Le Gabon et TikTok ouvrent le dialogue sur la régulation des réseaux sociaux
En marge d'un sommet mondial à Genève, Libreville a évoqué avec le géant chinois les règles du jeu numérique.
Le ministre de l'Économie Numérique a rencontré des représentants de TikTok à Genève, en marge d'un sommet consacré à l'intelligence artificielle et à la gouvernance d'Internet. Un échange qui pose, à sa manière, une question très concrète pour les familles gabonaises : qui décide de ce qui circule sur nos écrans, et comment protéger les plus jeunes utilisateurs ?
Entre le 7 et le 11 juillet, Genève a accueilli le sommet AI for Good, couplé au forum WSIS (World Summit on the Information Society), grand rendez-vous international où se discutent les règles de demain pour l'intelligence artificielle et les plateformes numériques.

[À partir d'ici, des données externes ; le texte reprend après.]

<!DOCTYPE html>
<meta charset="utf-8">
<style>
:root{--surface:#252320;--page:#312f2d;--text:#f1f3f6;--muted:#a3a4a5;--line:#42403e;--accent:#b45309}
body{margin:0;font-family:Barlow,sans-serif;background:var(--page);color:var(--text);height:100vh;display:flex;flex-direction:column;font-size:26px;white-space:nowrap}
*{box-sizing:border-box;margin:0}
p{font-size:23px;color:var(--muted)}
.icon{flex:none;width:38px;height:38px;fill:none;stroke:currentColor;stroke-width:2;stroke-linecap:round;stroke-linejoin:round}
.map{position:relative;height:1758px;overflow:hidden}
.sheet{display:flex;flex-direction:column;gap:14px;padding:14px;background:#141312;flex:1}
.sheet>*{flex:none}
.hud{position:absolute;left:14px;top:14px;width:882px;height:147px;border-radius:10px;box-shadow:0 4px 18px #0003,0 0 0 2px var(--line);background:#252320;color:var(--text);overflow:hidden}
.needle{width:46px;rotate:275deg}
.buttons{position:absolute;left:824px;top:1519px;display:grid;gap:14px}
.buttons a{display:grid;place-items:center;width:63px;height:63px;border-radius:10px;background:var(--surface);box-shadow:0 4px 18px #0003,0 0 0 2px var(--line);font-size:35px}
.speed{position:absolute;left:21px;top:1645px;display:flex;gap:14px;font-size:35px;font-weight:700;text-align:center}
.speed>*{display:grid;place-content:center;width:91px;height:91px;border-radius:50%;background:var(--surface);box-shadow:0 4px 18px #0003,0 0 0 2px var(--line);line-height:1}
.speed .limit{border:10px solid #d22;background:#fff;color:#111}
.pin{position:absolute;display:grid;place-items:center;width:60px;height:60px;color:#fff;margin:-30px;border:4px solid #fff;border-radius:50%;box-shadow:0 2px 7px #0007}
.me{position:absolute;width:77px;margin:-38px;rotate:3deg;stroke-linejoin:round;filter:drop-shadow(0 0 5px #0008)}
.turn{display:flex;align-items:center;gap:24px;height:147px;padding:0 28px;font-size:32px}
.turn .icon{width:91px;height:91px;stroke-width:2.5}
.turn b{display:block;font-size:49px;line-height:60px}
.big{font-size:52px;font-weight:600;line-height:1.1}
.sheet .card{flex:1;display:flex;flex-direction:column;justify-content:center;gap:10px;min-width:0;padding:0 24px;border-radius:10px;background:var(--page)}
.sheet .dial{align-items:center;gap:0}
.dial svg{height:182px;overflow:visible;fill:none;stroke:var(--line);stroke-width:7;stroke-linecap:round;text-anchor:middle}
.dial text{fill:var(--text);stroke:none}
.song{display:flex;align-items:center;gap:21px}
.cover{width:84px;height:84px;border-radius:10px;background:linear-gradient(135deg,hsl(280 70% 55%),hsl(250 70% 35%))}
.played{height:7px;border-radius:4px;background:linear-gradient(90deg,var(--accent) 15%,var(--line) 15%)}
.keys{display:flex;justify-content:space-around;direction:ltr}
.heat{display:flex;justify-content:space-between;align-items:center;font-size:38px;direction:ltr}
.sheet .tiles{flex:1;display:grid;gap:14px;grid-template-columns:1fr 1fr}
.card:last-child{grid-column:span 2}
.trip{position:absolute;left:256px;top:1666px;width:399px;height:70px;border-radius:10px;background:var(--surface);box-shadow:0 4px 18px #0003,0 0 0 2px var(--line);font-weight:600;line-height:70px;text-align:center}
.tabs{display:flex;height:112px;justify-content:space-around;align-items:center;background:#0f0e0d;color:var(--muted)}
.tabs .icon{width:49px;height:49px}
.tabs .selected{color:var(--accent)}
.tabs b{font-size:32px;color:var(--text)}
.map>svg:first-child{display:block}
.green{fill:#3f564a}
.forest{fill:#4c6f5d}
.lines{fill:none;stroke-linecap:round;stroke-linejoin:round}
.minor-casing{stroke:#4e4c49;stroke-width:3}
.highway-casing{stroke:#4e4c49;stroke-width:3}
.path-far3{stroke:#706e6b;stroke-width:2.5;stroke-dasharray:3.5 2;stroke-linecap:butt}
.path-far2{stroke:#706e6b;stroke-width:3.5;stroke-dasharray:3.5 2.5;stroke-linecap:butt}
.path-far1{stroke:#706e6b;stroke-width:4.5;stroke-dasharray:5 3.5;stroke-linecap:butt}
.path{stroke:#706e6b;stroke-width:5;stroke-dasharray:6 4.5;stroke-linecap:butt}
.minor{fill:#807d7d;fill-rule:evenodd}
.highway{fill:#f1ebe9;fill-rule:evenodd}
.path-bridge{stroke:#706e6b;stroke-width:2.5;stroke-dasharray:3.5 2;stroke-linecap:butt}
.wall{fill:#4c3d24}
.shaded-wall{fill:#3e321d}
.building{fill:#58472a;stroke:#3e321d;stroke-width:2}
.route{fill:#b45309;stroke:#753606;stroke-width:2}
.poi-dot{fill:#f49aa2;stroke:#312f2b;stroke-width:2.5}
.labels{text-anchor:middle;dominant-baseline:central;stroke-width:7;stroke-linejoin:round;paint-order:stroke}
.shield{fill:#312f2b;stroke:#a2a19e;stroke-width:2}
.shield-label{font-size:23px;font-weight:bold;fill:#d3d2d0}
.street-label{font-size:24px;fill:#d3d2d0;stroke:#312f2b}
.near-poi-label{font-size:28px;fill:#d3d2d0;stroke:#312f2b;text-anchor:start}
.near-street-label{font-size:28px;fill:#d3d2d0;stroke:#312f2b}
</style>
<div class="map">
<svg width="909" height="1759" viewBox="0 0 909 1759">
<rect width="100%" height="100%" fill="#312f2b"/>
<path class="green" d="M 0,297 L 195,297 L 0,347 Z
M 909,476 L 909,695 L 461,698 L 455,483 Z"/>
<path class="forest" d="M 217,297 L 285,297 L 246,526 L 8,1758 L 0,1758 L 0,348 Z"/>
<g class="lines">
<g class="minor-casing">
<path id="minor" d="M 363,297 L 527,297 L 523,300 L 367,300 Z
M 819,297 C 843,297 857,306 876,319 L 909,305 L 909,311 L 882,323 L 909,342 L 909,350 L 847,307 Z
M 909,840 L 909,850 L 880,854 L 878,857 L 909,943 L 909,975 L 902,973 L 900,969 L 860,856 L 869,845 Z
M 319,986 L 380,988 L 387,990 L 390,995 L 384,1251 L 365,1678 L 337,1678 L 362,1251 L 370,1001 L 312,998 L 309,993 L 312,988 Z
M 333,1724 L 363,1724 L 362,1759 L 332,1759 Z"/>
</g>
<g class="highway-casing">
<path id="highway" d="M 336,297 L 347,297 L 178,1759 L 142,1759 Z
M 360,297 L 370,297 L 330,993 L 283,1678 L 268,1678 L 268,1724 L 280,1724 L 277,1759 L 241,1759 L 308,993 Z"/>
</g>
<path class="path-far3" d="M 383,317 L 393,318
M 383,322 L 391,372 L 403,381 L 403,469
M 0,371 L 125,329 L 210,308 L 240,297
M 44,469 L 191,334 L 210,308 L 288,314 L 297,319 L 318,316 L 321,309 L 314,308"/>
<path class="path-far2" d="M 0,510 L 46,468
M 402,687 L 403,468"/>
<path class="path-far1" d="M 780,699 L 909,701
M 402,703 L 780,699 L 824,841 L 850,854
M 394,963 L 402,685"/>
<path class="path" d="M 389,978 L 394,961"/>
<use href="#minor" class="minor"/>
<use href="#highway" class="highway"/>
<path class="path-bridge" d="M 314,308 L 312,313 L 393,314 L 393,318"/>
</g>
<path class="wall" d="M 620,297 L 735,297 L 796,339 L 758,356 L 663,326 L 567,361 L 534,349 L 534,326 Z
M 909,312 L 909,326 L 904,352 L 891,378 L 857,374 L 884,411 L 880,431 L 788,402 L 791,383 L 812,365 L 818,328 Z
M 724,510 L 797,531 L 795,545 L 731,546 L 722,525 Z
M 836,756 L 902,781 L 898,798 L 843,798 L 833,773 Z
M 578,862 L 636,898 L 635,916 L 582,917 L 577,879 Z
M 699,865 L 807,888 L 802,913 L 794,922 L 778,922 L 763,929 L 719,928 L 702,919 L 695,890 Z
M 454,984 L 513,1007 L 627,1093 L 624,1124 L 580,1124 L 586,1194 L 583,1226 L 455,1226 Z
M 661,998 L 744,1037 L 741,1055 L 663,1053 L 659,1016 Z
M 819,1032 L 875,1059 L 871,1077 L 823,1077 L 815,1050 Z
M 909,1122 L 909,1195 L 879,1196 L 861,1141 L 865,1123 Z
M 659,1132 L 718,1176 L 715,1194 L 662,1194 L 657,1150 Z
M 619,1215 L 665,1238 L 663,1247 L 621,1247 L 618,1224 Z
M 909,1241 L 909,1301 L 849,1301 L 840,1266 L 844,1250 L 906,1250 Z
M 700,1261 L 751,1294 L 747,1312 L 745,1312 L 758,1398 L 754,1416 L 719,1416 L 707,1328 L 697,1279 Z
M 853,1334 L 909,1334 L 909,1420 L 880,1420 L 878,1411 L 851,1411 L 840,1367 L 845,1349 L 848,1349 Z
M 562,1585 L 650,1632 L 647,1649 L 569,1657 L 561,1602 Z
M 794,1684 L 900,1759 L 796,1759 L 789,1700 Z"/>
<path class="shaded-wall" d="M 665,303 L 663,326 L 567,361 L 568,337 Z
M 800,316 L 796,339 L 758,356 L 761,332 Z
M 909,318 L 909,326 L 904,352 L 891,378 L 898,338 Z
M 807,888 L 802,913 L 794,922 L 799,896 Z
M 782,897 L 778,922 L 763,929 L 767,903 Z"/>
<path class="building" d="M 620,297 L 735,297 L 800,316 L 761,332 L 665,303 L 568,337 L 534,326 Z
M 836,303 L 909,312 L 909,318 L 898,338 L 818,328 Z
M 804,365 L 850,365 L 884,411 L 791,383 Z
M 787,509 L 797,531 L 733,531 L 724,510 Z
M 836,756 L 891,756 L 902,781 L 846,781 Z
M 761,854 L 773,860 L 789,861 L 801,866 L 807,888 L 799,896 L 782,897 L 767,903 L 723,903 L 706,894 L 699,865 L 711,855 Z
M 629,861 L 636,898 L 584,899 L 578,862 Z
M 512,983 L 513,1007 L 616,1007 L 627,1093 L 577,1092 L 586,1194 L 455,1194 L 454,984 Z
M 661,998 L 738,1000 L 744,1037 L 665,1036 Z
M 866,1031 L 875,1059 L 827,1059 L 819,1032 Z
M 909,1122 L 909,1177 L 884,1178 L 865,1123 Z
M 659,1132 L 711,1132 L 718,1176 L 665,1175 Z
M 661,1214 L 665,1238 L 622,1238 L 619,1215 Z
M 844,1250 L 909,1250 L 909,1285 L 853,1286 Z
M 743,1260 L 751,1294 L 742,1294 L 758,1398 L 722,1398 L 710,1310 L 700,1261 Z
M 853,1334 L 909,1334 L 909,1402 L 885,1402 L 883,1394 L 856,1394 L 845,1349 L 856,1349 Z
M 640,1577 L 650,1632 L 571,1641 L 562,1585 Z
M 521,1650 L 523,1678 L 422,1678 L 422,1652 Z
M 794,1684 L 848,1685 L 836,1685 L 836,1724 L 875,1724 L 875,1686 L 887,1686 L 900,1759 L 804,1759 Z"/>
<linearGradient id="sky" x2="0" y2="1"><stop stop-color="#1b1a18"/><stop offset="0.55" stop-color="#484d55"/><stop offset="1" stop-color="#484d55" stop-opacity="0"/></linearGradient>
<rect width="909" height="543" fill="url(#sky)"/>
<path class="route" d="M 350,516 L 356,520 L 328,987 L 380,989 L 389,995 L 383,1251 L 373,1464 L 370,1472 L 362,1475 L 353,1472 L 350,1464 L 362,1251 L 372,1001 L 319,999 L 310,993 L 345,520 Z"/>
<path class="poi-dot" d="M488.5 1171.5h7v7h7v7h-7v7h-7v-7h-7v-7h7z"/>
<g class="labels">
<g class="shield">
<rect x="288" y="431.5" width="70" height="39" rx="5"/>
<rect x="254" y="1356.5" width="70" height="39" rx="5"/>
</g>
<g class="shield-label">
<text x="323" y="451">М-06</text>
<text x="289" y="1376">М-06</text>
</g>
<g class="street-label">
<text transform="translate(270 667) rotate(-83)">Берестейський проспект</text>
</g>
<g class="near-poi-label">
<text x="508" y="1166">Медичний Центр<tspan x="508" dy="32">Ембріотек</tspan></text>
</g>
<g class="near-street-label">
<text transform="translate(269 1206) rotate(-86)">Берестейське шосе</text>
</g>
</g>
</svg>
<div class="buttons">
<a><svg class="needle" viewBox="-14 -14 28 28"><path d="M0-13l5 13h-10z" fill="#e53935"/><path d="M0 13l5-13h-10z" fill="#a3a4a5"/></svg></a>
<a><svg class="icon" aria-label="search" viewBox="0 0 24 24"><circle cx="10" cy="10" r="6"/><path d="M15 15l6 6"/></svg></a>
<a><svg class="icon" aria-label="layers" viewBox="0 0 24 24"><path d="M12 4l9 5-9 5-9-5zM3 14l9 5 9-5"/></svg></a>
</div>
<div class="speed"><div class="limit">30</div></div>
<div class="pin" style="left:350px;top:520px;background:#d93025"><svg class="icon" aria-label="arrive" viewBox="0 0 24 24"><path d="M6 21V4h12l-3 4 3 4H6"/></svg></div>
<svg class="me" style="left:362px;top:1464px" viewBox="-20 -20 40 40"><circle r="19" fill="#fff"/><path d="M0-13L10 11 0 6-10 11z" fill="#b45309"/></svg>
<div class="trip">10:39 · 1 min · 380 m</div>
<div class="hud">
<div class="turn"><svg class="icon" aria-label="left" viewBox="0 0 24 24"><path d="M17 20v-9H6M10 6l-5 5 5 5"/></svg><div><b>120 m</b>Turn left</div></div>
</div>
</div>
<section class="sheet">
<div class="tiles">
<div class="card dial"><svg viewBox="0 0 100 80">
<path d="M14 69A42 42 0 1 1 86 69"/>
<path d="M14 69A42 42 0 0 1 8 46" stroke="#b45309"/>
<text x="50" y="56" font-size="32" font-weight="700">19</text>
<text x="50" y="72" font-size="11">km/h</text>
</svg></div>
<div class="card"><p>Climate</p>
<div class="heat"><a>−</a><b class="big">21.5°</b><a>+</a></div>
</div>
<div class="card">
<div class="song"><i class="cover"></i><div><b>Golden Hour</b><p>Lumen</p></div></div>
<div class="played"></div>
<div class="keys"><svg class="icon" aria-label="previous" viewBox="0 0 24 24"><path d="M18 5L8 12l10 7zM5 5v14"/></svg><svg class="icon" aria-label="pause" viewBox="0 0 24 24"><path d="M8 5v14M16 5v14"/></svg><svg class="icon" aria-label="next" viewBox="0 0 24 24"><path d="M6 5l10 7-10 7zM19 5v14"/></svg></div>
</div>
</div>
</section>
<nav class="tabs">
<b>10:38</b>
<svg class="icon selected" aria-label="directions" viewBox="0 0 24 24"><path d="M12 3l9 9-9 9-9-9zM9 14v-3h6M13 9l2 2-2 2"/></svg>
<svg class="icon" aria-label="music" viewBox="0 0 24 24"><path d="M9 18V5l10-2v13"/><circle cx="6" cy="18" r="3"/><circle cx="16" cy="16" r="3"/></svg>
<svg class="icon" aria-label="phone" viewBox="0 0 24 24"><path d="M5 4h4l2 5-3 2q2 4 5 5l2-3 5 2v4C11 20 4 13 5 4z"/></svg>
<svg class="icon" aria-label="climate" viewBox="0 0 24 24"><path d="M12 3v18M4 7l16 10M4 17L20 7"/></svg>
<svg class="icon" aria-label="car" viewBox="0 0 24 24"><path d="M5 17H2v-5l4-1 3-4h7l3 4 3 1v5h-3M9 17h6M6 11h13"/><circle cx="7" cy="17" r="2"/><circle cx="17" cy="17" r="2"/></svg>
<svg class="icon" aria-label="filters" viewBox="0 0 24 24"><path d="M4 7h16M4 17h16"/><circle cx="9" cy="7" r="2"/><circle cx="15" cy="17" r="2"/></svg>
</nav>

C'est dans ce cadre que le ministre gabonais de l'Économie Numérique, de la Digitalisation et de l'Innovation, Mark-Alexandre, a engagé un dialogue avec des représentants de TikTok, selon un communiqué officiel du gouvernement.
Un échange, pas encore un accord
Selon nos informations, il s'agit à ce stade d'une prise de contact autour de la gouvernance des plateformes numériques — un thème vaste qui recouvre la modération des contenus, la protection des données personnelles et la lutte contre la désinformation. Aucun accord chiffré ni calendrier précis n'a été rendu public pour l'instant, et Le Crieur reste prudent : il faudra suivre les suites concrètes de cette rencontre avant de parler de mesures effectives.
Pourquoi ça parle aux familles gabonaises
À Libreville, Port-Gentil ou Franceville, TikTok fait partie du quotidien de milliers de jeunes. Entre les vidéos de danse, les tutos et les défis viraux, l'application est devenue un espace social à part entière — avec ses bons côtés, mais aussi ses zones grises : contenus inappropriés, arnaques, ou simple addiction aux écrans qui inquiète bien des parents.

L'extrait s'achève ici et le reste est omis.